We first talked about Quantity Theory of Money some time back (click here for the post) focusing rather on the macro picture. For example how do money printing and manipulation of money supply become government’s propaganda tool.
Today we’ll take a look from a micro effect perspective, namely wealth effect and how does it affect us.
(1) Quantity theory of money revisited
- How does it feel like when everything turns out well? Sunny, wealth effect increases and more unfinished cigarette on the ground.
- Translated into mathematical equation, it would mean GDP increases. (Of course this is just looking at Consumption in the equation of GDP = C + I + G +X). Click here for the post.

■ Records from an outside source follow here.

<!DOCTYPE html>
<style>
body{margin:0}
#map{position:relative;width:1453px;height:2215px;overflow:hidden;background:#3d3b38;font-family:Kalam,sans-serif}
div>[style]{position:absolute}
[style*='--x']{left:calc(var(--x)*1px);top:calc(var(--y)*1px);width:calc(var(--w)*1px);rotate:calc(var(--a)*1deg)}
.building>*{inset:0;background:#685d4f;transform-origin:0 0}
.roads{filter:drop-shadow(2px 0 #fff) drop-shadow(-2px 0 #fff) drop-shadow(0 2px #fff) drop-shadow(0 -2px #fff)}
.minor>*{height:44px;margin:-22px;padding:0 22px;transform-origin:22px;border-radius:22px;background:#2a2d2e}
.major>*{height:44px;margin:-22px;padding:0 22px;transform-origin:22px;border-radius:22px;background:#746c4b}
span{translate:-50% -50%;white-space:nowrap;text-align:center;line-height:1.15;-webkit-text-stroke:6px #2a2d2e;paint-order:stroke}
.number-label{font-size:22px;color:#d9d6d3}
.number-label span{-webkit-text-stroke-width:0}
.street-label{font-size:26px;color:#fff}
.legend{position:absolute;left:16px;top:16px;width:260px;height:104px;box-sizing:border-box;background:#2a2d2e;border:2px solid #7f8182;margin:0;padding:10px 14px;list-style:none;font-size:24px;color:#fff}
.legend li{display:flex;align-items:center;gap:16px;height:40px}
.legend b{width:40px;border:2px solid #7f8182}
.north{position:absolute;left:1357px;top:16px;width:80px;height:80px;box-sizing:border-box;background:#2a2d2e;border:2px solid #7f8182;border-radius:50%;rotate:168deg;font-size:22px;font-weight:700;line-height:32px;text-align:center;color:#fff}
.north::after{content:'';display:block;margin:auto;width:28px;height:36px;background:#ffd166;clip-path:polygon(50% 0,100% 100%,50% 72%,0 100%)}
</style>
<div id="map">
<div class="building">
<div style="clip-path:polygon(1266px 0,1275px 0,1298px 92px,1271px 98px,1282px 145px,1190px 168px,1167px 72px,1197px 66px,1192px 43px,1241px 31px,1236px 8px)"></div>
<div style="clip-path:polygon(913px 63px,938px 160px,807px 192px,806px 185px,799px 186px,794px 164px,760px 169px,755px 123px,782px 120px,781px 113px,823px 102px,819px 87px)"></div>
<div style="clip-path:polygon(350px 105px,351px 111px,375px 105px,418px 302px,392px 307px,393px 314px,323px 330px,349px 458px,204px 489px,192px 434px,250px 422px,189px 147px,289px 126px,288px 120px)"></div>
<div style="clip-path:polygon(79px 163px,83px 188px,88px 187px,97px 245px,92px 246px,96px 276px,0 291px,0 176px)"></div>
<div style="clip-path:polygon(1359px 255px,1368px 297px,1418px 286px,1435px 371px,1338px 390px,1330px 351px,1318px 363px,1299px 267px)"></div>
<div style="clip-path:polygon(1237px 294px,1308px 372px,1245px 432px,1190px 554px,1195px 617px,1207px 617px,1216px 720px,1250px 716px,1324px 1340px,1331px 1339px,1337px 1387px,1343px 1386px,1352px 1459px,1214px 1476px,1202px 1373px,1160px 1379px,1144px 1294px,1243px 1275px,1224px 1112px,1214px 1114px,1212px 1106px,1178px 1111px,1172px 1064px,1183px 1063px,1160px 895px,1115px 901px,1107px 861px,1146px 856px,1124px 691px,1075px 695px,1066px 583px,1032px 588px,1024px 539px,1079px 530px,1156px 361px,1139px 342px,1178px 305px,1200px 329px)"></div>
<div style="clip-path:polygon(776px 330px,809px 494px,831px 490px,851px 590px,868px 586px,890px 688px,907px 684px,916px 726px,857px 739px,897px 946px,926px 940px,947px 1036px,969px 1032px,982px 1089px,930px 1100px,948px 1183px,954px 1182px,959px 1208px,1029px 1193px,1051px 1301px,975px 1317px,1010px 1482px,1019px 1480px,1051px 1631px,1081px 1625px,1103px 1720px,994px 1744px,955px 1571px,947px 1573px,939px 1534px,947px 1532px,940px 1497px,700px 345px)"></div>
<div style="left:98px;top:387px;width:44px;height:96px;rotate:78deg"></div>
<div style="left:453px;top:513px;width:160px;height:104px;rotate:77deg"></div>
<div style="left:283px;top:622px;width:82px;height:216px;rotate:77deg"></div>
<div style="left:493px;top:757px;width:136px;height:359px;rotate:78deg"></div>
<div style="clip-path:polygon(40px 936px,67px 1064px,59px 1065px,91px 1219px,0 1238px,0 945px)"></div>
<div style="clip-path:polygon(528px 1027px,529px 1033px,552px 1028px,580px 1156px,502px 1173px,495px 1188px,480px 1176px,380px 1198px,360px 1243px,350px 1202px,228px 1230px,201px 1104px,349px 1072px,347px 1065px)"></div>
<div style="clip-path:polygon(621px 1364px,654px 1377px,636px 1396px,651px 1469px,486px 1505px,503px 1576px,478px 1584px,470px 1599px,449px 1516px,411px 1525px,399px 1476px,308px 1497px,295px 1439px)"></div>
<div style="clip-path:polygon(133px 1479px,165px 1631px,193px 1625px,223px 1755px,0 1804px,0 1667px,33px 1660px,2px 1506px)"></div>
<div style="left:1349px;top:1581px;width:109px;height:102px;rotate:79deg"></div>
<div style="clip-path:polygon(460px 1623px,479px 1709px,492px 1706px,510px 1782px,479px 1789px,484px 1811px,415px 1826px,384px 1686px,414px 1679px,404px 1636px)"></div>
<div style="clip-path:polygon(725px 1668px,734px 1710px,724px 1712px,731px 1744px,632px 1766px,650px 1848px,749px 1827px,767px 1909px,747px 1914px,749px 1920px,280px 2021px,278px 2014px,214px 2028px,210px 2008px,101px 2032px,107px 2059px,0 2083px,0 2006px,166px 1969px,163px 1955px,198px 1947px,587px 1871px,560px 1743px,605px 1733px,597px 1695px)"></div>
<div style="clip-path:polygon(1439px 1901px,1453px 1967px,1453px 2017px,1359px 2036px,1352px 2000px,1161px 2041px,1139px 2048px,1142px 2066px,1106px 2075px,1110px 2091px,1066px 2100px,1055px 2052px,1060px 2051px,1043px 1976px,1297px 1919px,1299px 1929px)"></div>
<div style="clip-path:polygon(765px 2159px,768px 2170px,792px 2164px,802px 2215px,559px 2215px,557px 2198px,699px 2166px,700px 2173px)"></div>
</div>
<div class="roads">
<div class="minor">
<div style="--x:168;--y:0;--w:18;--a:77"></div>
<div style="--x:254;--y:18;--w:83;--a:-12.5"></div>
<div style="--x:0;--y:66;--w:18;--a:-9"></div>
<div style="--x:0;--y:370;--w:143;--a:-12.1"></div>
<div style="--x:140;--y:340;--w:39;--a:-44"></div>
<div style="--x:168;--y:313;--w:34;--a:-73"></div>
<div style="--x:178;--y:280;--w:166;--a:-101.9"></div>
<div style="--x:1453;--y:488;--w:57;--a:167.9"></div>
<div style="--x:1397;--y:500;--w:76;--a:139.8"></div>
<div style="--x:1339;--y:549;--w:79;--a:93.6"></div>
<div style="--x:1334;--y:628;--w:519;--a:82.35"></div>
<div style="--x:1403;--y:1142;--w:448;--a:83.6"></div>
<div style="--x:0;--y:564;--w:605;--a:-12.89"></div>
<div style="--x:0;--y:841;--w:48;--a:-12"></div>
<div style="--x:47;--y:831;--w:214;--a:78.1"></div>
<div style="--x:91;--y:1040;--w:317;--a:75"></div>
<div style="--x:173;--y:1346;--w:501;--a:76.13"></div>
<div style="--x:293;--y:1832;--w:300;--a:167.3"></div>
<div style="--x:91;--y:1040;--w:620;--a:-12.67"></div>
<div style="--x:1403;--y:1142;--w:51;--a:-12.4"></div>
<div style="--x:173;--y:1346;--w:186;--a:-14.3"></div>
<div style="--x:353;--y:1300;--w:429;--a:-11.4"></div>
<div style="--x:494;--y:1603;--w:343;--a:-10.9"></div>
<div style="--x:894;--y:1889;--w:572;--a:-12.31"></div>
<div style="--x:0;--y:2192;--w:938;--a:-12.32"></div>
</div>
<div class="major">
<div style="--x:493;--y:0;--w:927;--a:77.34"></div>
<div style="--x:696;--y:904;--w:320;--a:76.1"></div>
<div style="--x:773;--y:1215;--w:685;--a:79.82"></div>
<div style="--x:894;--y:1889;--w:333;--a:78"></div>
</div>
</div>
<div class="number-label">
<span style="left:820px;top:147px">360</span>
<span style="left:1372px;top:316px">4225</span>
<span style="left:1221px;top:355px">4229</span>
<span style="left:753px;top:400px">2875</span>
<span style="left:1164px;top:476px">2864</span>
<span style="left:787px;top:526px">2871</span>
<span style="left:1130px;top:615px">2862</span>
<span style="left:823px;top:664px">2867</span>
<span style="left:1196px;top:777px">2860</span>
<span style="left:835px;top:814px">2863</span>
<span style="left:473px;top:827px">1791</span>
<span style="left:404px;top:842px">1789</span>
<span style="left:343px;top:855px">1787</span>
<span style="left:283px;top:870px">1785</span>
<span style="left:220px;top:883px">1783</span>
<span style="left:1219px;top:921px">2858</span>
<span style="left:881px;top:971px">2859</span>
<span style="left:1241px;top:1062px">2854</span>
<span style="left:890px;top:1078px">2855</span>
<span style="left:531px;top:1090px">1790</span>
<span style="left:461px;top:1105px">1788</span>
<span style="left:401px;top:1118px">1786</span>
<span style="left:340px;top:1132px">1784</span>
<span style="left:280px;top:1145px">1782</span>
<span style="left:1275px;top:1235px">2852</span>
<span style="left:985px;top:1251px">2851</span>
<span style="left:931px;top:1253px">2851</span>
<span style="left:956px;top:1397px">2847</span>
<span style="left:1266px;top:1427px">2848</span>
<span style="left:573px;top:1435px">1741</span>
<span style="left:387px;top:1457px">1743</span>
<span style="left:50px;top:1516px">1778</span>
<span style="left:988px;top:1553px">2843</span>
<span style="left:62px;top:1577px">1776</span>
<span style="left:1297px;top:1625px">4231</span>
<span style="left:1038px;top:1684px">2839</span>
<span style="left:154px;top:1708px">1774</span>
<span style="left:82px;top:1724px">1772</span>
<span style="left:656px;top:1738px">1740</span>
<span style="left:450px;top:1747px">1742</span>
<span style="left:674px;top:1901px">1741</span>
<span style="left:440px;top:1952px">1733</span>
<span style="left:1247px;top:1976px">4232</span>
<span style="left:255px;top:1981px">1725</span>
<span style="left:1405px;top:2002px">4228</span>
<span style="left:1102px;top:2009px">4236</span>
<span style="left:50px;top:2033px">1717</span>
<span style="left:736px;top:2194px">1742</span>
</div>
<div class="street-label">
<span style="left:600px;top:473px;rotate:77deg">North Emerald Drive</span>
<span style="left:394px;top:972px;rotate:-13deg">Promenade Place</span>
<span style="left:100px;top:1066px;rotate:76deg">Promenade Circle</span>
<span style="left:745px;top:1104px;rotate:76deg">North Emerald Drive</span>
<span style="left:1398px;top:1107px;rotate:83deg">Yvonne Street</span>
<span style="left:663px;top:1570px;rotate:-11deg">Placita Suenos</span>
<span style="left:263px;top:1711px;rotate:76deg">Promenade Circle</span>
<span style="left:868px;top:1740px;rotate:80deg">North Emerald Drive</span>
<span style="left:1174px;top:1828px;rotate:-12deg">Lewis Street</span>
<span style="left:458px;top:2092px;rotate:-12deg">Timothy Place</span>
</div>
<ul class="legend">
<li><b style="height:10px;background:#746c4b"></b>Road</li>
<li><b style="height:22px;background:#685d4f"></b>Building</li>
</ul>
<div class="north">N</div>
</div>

- Now if I spend RM2 each trip (for total 5 times) to the bakery to buy 10 croissants at RM1 each, I will spend RM10 to buy RM10 worth of goods.
- Mathematically it means Money Supply (RM2)* Velocity (5 trips) = Price level (RM1 per croissant) * GDP (10 croissants)
(2) Get ’em spend more
- Now if I were the government and that means I can print as much money as I want, I effectively control the money supply.
- However the problem is even if I print say MYR 10 and it somehow goes to Citizen Miser, the entire MYR 10 may be hidden under his pillow and will not find its way to the economy. Mathematically the velocity becomes 0. One could recall albeit vaguely this is exactly the problem when government prints money trying to revive the economy but banks simply shove them away.
- So the government resorts to wealth effect techniques, aimed at increasing Velocity (V) or turnover of money.
- 2 most popular techniques are propping up capital market prices and real estate prices.
(3) How does it affect us
- Sir John Templeton explains it best – think for a moment what fuels a bubble. It’s not just the increase in the underlying price of the instrument that marks the end of a bubble – it’s the consumption of that wealth effect that keeps fuelling it until it busts. In other words, if I buy say Speculative Share A or Speculative Real Estate X and both prices increase by 100%, the problem starts when I begin spending the wealth away. And spending begets wilder price and wilder price begets more crowds until it finally busts away.
- The peculiar thing is that this behaviour is so pervasive – moving to better neighbourhoods, buying bigger cars, buying bigger houses, spending away annual bonuses etc…
- It’s my speculation but I think this sort of entrapment affects the low to middle class more than the rich – it’s just like spending away your money after striking a lottery.
- I’ll admit it upfront that it’s very difficult to go against the crowd. To paraphrase a prominent banker, “when the music is still on, you have to keep dancing.”
How about trying to one down? If I just have MYR 10,000 I’ll just spend MYR500 instead of MYR 20,000. How about moving to a smaller neighbourhood? One smaller car? Ordinarily it means befriending and imitating those misers around us. Focus on absolute performance vs relative performance. If everyone moves to a better neighbourhood, gets to a better school, buys a bigger car, the relative advantage diminishes. A woman may wear high heels to look more attractive but if every woman wears them, the relative advantage disappears.
In a concert where everyone remains seated initially, the first person to stand up will afford a better view. Suddenly, the entire crowd goes hysteria and experts advise, “Stand up to get a better view.” So everyone starts standing up and soon some even move up to the fences. To a neutral observer the scene may just look like as if a fire broke out or something and everyone is clamouring upward for safety. And the climb higher than your neighbours soon takes on a life of its own, even though the concert has ended 7 hours earlier. At the 11th hour, people begin to realize this absurdity but it’s too late – the concert has ended. What’s the climbing for? The next batch of concert viewers experience the same scenario. The loop never ends.